[WHAT YOU SHOULD DO] The lines to copy are those with "Joseph" in them. Pull each one from the entries below.

[Stored data]
....

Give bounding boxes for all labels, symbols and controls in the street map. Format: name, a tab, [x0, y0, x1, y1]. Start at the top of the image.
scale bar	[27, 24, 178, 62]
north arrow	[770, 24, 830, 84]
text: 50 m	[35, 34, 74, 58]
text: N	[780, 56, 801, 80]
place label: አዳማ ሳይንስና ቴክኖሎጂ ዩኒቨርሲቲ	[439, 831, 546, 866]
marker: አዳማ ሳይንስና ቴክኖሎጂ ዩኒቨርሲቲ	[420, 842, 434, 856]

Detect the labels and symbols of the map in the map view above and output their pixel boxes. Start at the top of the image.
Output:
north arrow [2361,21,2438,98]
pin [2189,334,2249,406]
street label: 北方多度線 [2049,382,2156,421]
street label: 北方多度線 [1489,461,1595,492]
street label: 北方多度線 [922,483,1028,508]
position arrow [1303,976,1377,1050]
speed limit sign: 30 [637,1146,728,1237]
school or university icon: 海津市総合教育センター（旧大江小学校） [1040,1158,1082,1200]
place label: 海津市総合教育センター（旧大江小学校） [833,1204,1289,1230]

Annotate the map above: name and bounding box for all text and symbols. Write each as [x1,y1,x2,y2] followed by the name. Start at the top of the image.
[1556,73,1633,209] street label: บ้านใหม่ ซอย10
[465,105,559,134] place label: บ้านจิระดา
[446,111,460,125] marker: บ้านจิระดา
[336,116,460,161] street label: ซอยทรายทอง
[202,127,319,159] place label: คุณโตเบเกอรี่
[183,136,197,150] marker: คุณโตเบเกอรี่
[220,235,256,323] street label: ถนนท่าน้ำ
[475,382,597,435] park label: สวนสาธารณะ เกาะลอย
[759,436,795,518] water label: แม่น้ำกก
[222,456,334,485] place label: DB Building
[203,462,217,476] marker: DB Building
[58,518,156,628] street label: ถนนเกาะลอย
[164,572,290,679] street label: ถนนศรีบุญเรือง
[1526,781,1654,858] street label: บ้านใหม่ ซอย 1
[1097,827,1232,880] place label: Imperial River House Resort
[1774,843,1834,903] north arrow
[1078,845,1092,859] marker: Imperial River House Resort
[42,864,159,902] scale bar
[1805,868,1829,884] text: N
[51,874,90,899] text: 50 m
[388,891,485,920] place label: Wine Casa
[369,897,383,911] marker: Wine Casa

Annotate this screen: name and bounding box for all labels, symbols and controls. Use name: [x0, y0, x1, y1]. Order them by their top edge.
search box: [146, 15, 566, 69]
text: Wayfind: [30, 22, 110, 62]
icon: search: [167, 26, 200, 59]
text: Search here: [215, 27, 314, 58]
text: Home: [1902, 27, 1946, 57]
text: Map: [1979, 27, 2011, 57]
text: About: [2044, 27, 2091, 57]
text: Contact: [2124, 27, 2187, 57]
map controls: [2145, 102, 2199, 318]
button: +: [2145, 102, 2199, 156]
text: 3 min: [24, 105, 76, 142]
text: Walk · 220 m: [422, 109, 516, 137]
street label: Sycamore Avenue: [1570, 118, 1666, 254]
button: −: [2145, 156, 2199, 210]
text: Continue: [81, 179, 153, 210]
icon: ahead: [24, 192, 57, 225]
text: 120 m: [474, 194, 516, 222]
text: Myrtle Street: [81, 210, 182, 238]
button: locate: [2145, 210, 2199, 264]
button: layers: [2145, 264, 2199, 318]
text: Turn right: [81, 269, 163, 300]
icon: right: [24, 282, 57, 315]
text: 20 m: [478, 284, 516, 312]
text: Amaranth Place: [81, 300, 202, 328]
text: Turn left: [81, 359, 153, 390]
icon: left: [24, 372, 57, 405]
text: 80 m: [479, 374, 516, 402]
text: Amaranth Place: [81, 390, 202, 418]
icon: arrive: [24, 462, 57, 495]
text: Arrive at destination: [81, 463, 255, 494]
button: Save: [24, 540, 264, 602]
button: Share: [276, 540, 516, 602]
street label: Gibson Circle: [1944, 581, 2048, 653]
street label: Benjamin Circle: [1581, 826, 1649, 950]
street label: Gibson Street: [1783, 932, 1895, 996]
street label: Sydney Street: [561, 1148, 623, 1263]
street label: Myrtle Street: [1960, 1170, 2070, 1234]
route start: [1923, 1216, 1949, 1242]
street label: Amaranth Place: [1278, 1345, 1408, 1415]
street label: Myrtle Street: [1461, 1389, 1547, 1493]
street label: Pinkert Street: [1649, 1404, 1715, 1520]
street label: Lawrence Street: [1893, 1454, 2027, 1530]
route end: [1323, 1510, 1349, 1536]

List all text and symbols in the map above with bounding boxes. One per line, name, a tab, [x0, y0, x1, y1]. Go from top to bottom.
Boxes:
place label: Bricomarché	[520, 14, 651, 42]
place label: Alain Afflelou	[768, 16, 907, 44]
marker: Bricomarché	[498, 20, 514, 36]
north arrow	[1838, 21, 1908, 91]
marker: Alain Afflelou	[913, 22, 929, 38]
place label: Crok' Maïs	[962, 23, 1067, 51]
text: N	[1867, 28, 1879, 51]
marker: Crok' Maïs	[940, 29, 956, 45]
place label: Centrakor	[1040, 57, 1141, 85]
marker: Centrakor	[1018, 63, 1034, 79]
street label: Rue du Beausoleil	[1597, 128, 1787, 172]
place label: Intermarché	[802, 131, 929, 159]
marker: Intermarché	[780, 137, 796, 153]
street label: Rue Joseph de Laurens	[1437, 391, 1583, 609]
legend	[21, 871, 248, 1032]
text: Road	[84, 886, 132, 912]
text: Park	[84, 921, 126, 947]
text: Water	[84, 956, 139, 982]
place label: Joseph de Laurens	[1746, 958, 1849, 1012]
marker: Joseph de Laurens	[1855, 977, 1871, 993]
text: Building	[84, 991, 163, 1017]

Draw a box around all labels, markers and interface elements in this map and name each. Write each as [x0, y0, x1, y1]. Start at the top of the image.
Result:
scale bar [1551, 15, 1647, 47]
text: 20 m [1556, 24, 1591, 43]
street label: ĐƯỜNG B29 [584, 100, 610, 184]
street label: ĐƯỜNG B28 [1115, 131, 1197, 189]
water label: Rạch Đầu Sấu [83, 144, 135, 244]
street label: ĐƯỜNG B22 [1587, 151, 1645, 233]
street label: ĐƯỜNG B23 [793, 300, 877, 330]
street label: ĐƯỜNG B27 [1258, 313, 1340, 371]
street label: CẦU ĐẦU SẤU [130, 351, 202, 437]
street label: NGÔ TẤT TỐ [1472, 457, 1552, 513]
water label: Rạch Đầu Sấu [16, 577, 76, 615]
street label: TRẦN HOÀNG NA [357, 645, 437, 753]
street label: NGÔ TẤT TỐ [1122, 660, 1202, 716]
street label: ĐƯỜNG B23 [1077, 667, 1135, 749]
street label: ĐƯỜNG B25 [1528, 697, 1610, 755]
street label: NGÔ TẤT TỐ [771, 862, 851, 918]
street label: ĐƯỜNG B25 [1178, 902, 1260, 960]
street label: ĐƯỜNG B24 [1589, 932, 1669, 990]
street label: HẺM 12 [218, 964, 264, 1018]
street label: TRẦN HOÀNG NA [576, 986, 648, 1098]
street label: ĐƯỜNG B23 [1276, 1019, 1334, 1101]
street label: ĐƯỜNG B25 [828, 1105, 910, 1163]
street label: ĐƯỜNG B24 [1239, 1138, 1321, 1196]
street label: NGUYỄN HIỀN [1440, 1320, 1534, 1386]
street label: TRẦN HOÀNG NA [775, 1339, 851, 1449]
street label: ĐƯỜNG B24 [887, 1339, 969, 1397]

....

[WRITTEN SOLUTION]
street label: Rue Joseph de Laurens	[1437, 391, 1583, 609]
place label: Joseph de Laurens	[1746, 958, 1849, 1012]
marker: Joseph de Laurens	[1855, 977, 1871, 993]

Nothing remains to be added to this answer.